I just took a 30mg of adderall XR and realized he didnt feel anything cause its extended release. So swim just crushed up the beads of the other 30mg adderall xr, would it be safe to parachute this one? Parachute means putting the powder in a piece of toilet paper and wrapping it up and swallowing it.


----------



## Speak Easy (Jun 27, 2006)

This is how people OD on Adderall: they crush up their pills and get hit with an extemely high dose of amphetamine, which was intended to be released over the period of 6-8 hours. I wouldn't recommend it, especially with 30mg, which is a fairly high dose. If you don't feel anything from 30mg Adderall, then maybe you need to augment the dose. Is it prescription? And, wait, how long ago did you take the last Adderall?
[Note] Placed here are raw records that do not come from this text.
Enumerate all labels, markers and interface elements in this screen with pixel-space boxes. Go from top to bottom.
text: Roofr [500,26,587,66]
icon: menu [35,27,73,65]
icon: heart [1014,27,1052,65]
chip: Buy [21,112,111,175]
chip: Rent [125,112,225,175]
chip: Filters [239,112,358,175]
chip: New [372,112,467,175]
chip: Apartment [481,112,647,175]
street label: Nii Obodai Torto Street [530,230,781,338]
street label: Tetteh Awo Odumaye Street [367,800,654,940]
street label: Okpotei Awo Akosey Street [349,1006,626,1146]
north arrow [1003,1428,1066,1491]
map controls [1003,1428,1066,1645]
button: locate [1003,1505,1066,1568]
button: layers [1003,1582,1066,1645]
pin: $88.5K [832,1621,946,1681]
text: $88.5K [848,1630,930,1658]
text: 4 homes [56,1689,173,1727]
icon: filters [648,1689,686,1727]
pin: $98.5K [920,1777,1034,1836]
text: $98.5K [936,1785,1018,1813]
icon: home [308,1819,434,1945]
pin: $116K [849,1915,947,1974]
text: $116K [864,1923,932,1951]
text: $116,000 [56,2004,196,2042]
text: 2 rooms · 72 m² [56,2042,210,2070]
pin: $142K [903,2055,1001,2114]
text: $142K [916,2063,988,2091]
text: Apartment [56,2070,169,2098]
Don't even contemplate parachuting it if you took that last 30mg pill within the last 12-24 hours


----------



## ThirdEyeGrind (Feb 7, 2006)

No, its not prescription and i didn't feel anything cause i took a regular 30mg extended release. Guess I should wait to take the rest later or tomorrow.


----------



## Speak Easy (Jun 27, 2006)

Ok, so if you already took one orally today, then don't take any more (if you could increment by 5mg-10mg then ok, but not 30mg).


----------



## ThirdEyeGrind (Feb 7, 2006)

u think another 30 with the beads crushed would be an overdose?


----------



## Speak Easy (Jun 27, 2006)

*Re: re: Adderall XR, crushing the beads*

Can't say, but it's not unlikely that you'd react adversely. It's not a chance I'd take. What is SWIY trying to achieve here?


----------



## jealibeanz (Oct 1, 2005)

AprilEthereal said:


> I just took a 30mg of adderall XR and realized he didnt feel anything cause its extended release. So swim just crushed up the beads of the other 30mg adderall xr, would it be safe to parachute this one? Parachute means putting the powder in a piece of toilet paper and wrapping it up and swallowing it.


What the hell?!!!

Who/what is this "swim" that you refer to?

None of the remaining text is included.